The government has called on older people to reenter the labour market to help boost economic activity, but has this generation been disincentivised by the very regulations designed to give them greater freedom and choice over accessing their pensions?
If chancellor Jeremy Hunt wishes to succeed in bringing back older workers, he should consider reforming some of the “perverse pensions legislation” such as the money purchase annual allowance that may discourage many from going back to work, according to Quilter head of retirement policy Jon Greer.
“Under current legislation, any individual who accesses their pension flexibly triggers the MPAA, with the effect of reducing their annual allowance from £40,000 to £4,000 and thereby limiting their capacity to save into a pension once they return to work,” he said.
The MPAA was intended to prevent wealthier individuals from recycling their tax-free cash into new pension arrangements.
“I don’t think that’s actually happened.
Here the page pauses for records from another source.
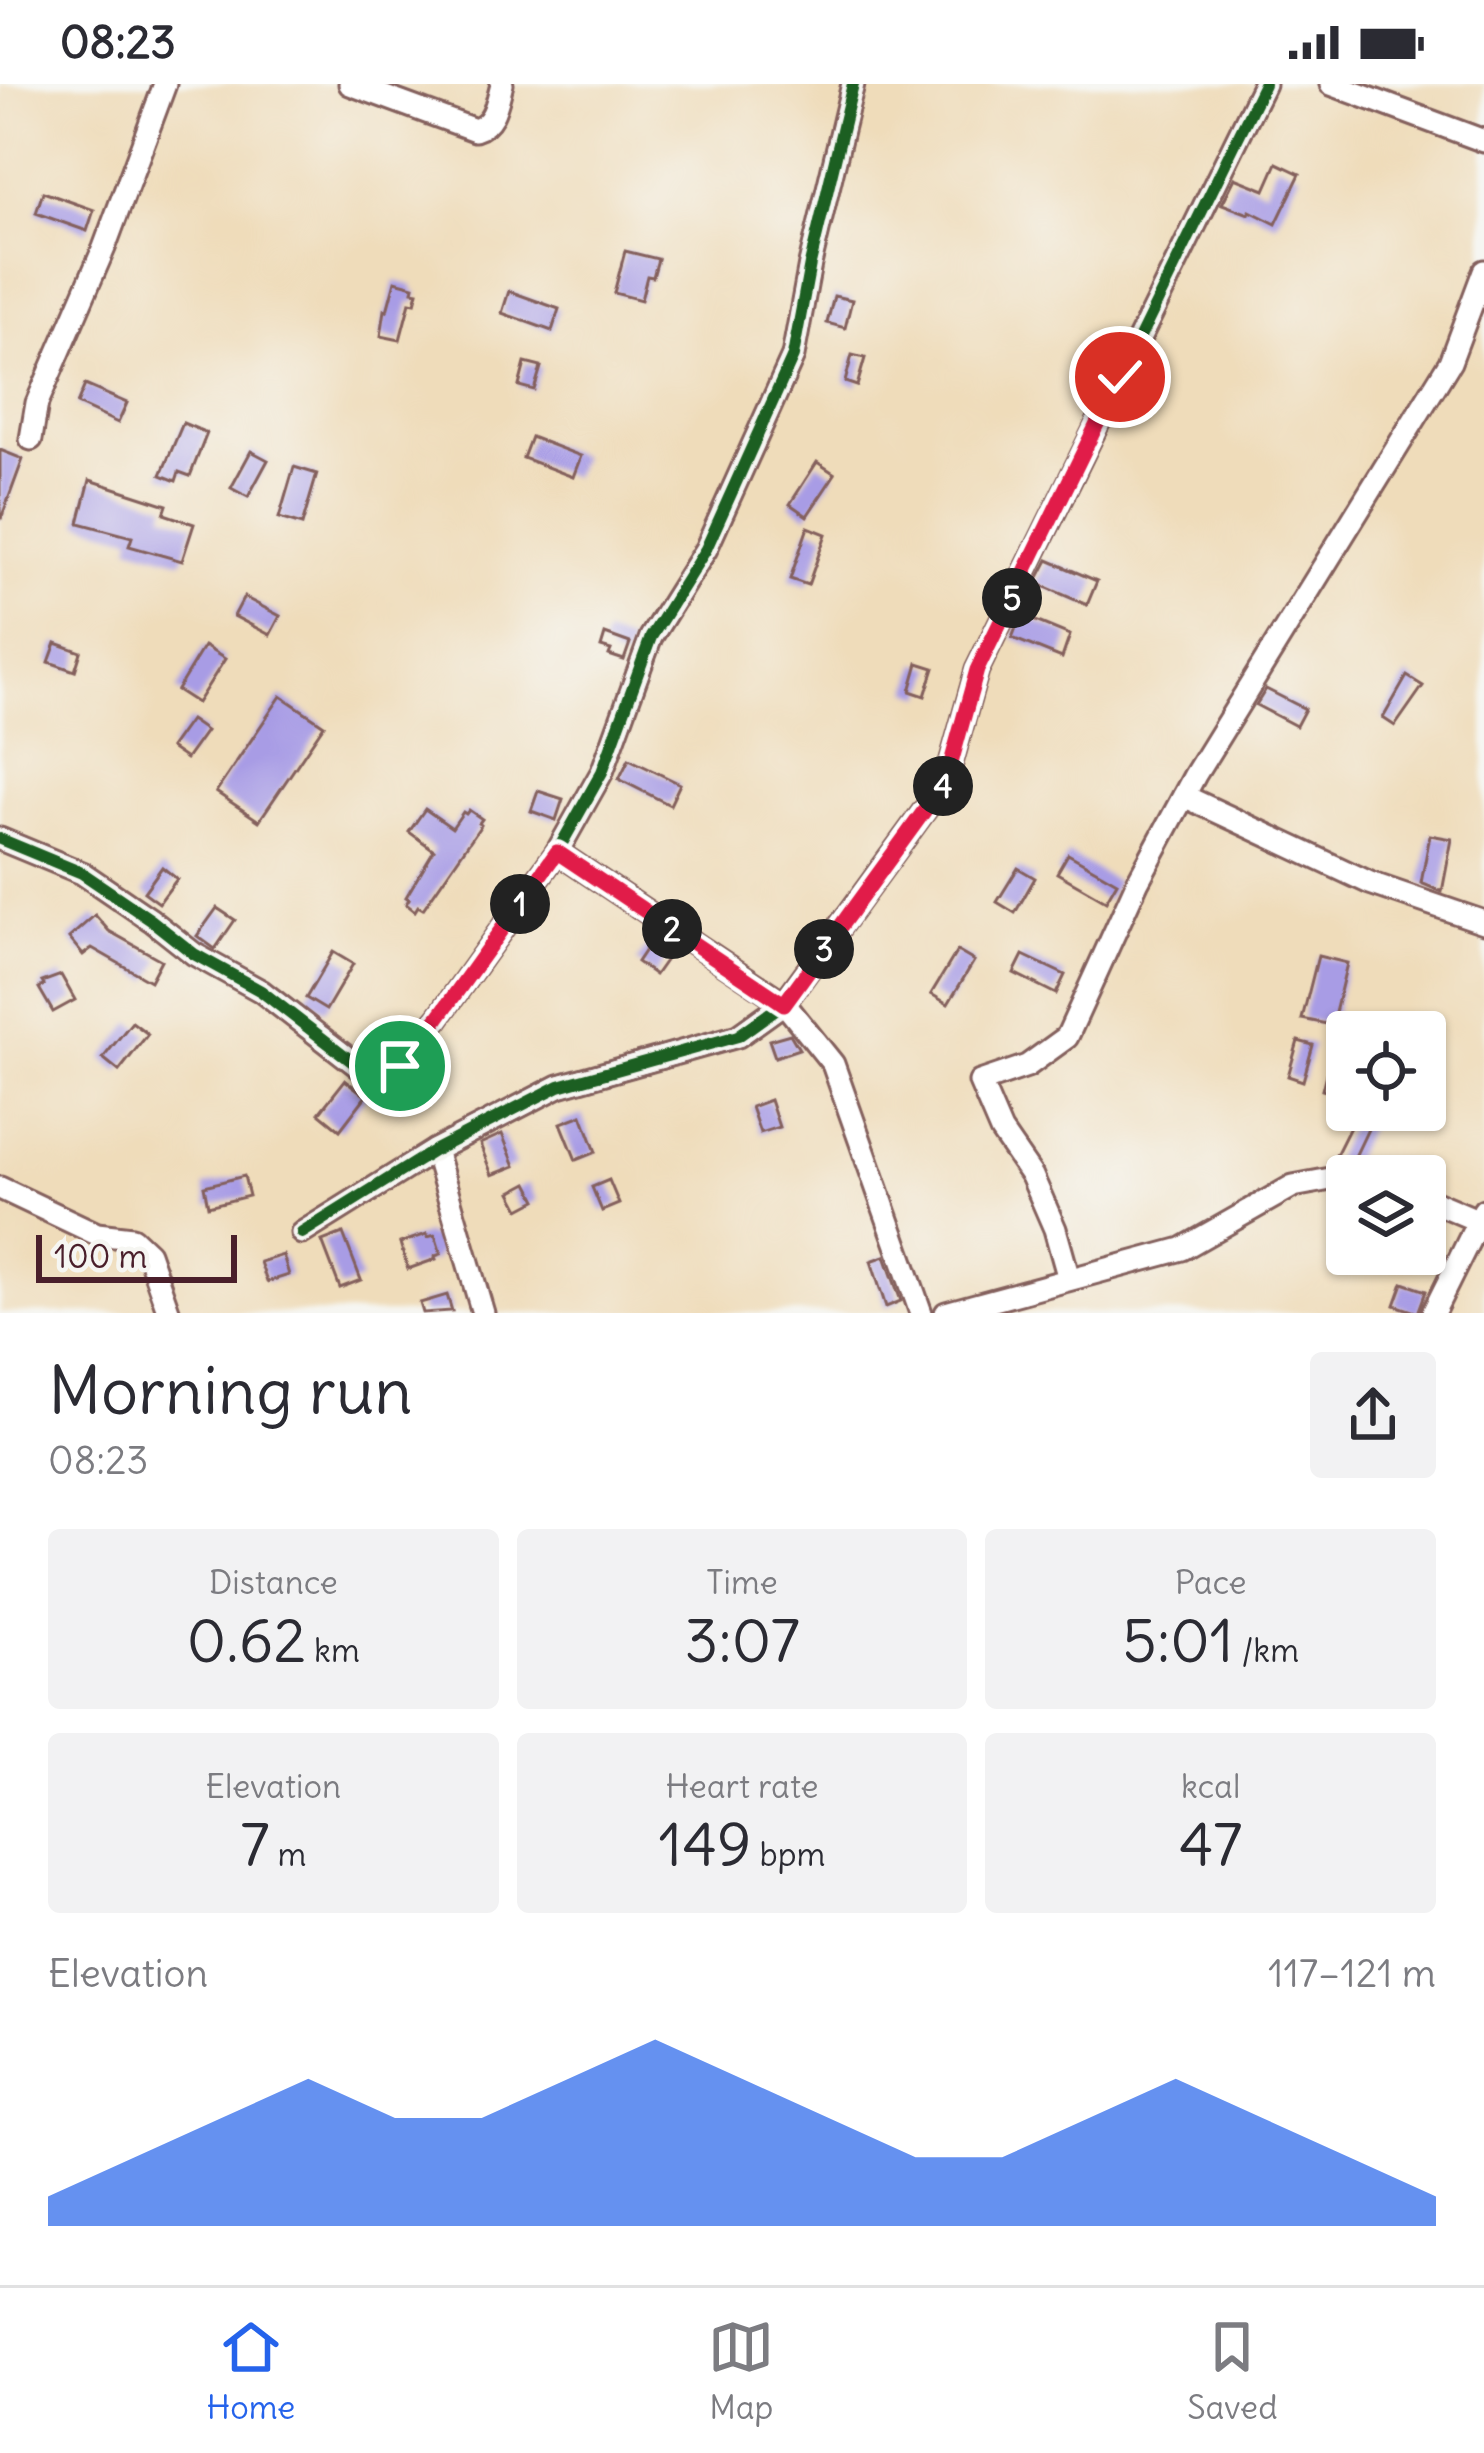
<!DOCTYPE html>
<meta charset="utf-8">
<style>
body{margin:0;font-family:Delius,sans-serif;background:#f2f2f3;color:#2b2b33;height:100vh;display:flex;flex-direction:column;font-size:45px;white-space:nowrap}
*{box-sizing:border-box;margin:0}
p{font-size:39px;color:#7c7c81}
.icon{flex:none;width:66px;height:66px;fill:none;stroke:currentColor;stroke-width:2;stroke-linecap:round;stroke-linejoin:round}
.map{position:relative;height:1229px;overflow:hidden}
.sheet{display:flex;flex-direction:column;background:#fff;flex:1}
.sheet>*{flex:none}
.controls{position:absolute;left:1326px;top:927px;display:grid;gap:24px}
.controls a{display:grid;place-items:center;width:120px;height:120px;border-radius:12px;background:#fff;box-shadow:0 3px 9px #0004;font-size:60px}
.scale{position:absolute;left:36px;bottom:30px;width:201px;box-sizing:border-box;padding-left:12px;border:6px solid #4a1f2b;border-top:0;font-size:33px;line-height:42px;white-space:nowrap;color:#4a1f2b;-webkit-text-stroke:9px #f6f6f2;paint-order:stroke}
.pin{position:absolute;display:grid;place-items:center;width:102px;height:102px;color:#fff;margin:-51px;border:6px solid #fff;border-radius:50%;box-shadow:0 3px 12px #0007}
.km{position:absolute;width:60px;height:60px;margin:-30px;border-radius:50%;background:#222;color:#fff;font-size:33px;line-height:60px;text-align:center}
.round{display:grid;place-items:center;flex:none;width:126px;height:126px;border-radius:12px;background:#f2f2f3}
.overview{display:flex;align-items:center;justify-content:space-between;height:204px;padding:0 48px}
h1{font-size:66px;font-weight:600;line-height:90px}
.metrics{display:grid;grid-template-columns:repeat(3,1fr);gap:18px;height:204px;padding:12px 48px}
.metrics div{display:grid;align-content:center;border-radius:12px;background:#f2f2f3;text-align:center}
.metrics b{font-size:60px;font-weight:600}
.metrics small{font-size:33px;font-weight:400}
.metrics p{font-size:33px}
.chart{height:336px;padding:24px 48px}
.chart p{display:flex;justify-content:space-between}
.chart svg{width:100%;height:216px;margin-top:12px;fill:#2563eb;opacity:.7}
.status{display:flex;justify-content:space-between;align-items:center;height:84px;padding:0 60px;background:#fff;direction:ltr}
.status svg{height:33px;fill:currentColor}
.menu{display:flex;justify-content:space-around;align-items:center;height:168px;border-top:3px solid #e1e1e2;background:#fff;font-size:33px;color:#7c7c81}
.menu a{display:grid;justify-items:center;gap:6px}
.menu .current{color:#2563eb}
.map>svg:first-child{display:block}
</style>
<div class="status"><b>08:23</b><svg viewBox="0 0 49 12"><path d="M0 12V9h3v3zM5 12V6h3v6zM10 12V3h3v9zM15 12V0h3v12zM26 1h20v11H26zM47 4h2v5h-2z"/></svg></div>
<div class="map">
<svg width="1484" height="1229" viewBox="0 0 1484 1229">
<rect width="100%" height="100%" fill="#f6f6f2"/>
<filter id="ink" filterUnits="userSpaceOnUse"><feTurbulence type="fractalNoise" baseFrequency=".00833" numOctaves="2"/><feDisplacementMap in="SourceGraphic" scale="24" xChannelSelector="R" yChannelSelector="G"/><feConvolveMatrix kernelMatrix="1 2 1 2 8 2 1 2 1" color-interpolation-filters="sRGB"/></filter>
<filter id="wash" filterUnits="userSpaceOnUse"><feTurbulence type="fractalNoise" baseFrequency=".004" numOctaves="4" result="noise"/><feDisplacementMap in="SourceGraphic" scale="48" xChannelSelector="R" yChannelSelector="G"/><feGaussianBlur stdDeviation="2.7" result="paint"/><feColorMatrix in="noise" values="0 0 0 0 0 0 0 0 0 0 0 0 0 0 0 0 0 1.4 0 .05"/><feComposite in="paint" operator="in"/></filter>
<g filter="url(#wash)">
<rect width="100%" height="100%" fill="#efdcba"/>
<g id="blocks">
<g fill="#a89ce5">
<path d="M1277,79l23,11 -24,50 -26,-13 -1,3 -27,-10 13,-26 30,12z"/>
<path d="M43,108l51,18 -7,21 -51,-18z"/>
<path d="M625,167l33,8 -5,18 -6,-1 -6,24 -27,-7z"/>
<path d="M395,197l19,5 -1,5 5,1 -3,11 -5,-1 -10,38 -19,-4 4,-26 2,1z"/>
<path d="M509,207l50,18 -7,22 -50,-18z"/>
<path d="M834,212l18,4 -7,28 -18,-5z"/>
<path d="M852,271l13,3 -8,28 -12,-4z"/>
<path d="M525,279l16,4 -7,23 -15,-4z"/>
<path d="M85,301l42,18 -9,20 -41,-19z"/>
<path d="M183,339l24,10 -17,43 -11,-4 -3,9 -15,-6z"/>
<path d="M531,353l50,19 -8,21 -50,-19z"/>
<path d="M0,366l23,9 -22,60h-1z"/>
<path d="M251,367l17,9 -20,37 -17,-9z"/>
<path d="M817,378l18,12 -28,42 -17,-12z"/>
<path d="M294,383l23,7 -15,51 -23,-7z"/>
<path d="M90,396l77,25 -3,9 30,10 -12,37 -53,-15 3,-9 -53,-14z"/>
<path d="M808,443l18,7 -18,51 -18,-6z"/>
<path d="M1048,476l49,21 -10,24 -51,-22z"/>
<path d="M244,513l36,19 -10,19 -36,-19z"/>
<path d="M1021,531l49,20 -8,23 -50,-20z"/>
<path d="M605,550l25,9 -6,17 -15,-5 2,-5 -10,-3z"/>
<path d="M56,559l25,9 -6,19 -26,-9z"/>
<path d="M204,562l21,13 -28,44 -20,-13z"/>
<path d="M918,579l16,5 -9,28 -15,-5z"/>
<path d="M1407,592l16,10 -28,40 -12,-8z"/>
<path d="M1266,605l39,20 -9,17 -40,-21z"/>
<path d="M281,612l43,29 -65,96 -43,-29z"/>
<path d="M190,636l16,11 -20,28 -16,-11z"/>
<path d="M629,675l51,25 -10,21 -51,-26z"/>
<path d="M538,707l25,8 -7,21 -25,-9z"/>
<path d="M425,725l27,19 11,-16 3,2 3,-4 13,9 -3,4 2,2 -58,84 -5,-3 -3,5 -9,-7 3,-5 -3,-2 28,-47 -25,-18z"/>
<path d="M1430,751l22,4 -10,53 -21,-9z"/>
<path d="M1068,770l49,28 -11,19 -49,-28z"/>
<path d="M162,783l15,12 -18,24 -15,-11z"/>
<path d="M1018,784l17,10 -20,35 -18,-11z"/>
<path d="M217,824l18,12 -20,29 -18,-13z"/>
<path d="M95,831l14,16 52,29 -11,21 -58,-33 -9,7 -14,-17z"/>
<path d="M655,851l19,13 -19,27 -18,-13z"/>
<path d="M957,867l17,10 -26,43 -17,-10z"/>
<path d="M333,868l20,12 -27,46 -20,-12z"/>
<path d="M1023,871l42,20 -9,19 -42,-21z"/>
<path d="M1318,872l29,7 -15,62 -30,-6z"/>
<path d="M61,891l14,25 -22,12 -14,-24 5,-3 -2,-3z"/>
<path d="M132,938l16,12 -29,37 -16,-13z"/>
<path d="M790,950l9,15 -24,8 -6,-17z"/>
<path d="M1298,957l15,4 -10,36 -15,-5z"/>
<path d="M1333,962l14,4v15l-8,30 -17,-5z"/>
<path d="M345,996l21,16 -26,34 -21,-17z"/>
<path d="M770,1016l9,27 -19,6 -9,-26z"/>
<path d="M582,1031l14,37 -20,8 -15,-37z"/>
<path d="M1355,1033l15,8 -19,40 -17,-6z"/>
<path d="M502,1050l13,32 -23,9 -12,-31z"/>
<path d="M244,1092l5,20 -41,10 -4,-20z"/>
<path d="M609,1096l10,24 -17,7 -10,-24z"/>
<path d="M528,1099l9,17 -17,9 -9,-17z"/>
<path d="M343,1149l18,47 -21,8 -18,-47z"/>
<path d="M427,1150l1,3 7,-2 6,19 -6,2 1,3 -28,10 -8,-26z"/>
<path d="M283,1171l6,20 -22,7 -7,-20z"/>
<path d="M885,1172l16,45 -15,6 -15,-46z"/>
<path d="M1403,1199l23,8 -8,22 -23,-8z"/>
<path d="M447,1211l5,16 -29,2 -3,-10z"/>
</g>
</g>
</g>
<g filter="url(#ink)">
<use href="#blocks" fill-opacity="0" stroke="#84615d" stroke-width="3"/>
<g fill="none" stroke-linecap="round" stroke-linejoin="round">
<defs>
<g id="minor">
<path d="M350,0l125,46c20,-6 22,-28 27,-46"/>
<path d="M1331,0l153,57"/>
<path d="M31,355l6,-36 67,-155 61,-164"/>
<path d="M1184,712l186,87 114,39"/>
<path d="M0,755l82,34 69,47 43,34 67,37 106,82 12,3 10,-2 11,-8 38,-48 119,-166 45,-80 49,-135 55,-88 87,-193 17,-92 43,-180"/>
<path d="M557,768l227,151 49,61 88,249"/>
<path d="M435,1066l48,163"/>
<path d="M0,1104l97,46 35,4 16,15 21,60"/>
<path d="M1425,1114l54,23"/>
<path d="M302,1149l133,-83 124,-64 179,-50 46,-33 162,-222 31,-111 287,-586"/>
<path d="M1069,1195l-14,-50 -23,-53 -31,-45 -21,-49 47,-16 40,-29 71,-156 57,-106 255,-413 34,-91"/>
<path d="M946,1229l236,-64 111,-63 43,-8 11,1"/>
<path d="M1433,1229l51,-103"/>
</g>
</defs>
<use href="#minor" stroke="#84615d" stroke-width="27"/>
<use href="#minor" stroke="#fff" stroke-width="21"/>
<defs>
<g id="cycleway">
<path d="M0,755l82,34 69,47 43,34 67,37 106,82 12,3 10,-2 11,-8 38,-48 119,-166 45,-80 49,-135 55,-88 87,-193 17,-92 43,-180"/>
<path d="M302,1149l133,-83 124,-64 179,-50 46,-33 162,-222 31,-111 287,-586"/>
</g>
</defs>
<use href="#cycleway" stroke="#f6f6f2" stroke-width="20"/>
<use href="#cycleway" stroke="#1b5e20" stroke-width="12"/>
</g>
</g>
<g fill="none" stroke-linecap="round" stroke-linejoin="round" filter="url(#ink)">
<defs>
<path id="route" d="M400,982l38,-48 119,-166 227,152 162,-223 31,-111 143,-293"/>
</defs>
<use href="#route" stroke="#fff" stroke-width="24"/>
<use href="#route" stroke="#e11d48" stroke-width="15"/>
</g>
</svg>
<div class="controls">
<a><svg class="icon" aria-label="locate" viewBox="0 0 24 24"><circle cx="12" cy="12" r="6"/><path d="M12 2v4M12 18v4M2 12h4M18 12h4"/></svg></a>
<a><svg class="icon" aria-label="layers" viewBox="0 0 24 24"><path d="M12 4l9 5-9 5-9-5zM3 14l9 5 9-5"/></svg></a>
</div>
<div class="scale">100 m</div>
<div class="pin" style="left:400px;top:982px;background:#1e9e55"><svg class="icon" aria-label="arrive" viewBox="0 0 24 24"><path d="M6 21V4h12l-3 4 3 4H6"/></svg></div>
<div class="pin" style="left:1120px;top:293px;background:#d93025"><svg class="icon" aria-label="check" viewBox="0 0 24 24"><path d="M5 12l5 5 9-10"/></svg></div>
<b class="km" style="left:520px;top:820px">1</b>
<b class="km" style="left:672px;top:845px">2</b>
<b class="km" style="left:824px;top:865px">3</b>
<b class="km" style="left:943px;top:702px">4</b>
<b class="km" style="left:1012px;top:514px">5</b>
</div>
<section class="sheet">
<div class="overview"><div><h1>Morning run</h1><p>08:23</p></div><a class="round"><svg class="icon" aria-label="share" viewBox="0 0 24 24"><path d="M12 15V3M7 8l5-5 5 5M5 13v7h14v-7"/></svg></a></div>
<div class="metrics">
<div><p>Distance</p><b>0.62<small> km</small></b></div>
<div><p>Time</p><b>3:07</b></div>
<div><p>Pace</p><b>5:01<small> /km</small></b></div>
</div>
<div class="metrics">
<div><p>Elevation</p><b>7<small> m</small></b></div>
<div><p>Heart rate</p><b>149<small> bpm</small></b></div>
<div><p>kcal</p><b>47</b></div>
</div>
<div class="chart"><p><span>Elevation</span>117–121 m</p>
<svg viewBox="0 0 160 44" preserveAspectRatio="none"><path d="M0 44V38L10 30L20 22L30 14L40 22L50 22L60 14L70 6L80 14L90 22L100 30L110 30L120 22L130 14L140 22L150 30L160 38V44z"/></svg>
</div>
</section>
<nav class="menu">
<a class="current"><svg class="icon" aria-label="home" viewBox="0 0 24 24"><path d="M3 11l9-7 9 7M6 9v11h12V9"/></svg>Home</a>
<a><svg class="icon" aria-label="map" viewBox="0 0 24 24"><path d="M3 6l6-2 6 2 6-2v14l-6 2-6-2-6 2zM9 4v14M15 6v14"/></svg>Map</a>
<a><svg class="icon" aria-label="saved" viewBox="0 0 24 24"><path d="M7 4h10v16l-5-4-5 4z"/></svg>Saved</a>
</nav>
The rule is very clear and if you’re recycling tax-free cash, it’s pre-planned,” Greer said.
“The MPAA should be restored to the pre-2017 level of £10,000 per annum, which would alleviate the risk of hitting the MPAA for most people and remove the clear disincentive for older people to go back to work.”
Cost of living is catching people out
Older workers are perhaps right to be concerned about the low threshold, when government data shows that one-quarter of pension savers over the age of 55 contributed more than £4,000 a year to their pensions in 2020-21, according to AJ Bell.
Official figures reveal that £3.6bn of flexible pension withdrawals had been made by more than 500,000 individuals between April 1 and June 30 2022 – a 23 per cent increase on the same period in 2021.
This prompted AJ Bell to write to the Treasury to warn that rising inflation risked forcing people to dip into their pensions earlier and to call for the MPAA to be raised to £10,000.
“There is mounting evidence that squeezed savers are being forced to turn to their pension pots to make ends meet during the cost of living crisis,” said AJ Bell head of retirement policy Tom Selby.
Inflation is the most likely driver, but many parents and grandparents may be dipping into their pension to help their families cope with rising prices, he added.
Those who trigger the MPAA by accessing taxable income flexibly from their pension for the first time, will feel a significant impact on their ability to rebuild their retirement fund, as the MPAA permanently reduced an individual’s annual allowance from £40,000 to just £4,000, while removing the ability to carry forward unused allowances from the three previous tax years.
Breeching the allowance will also trigger a tax charge to recoup the up-front tax relief received. Without advice or guidance, individuals may find themselves on the wrong side of the regulations.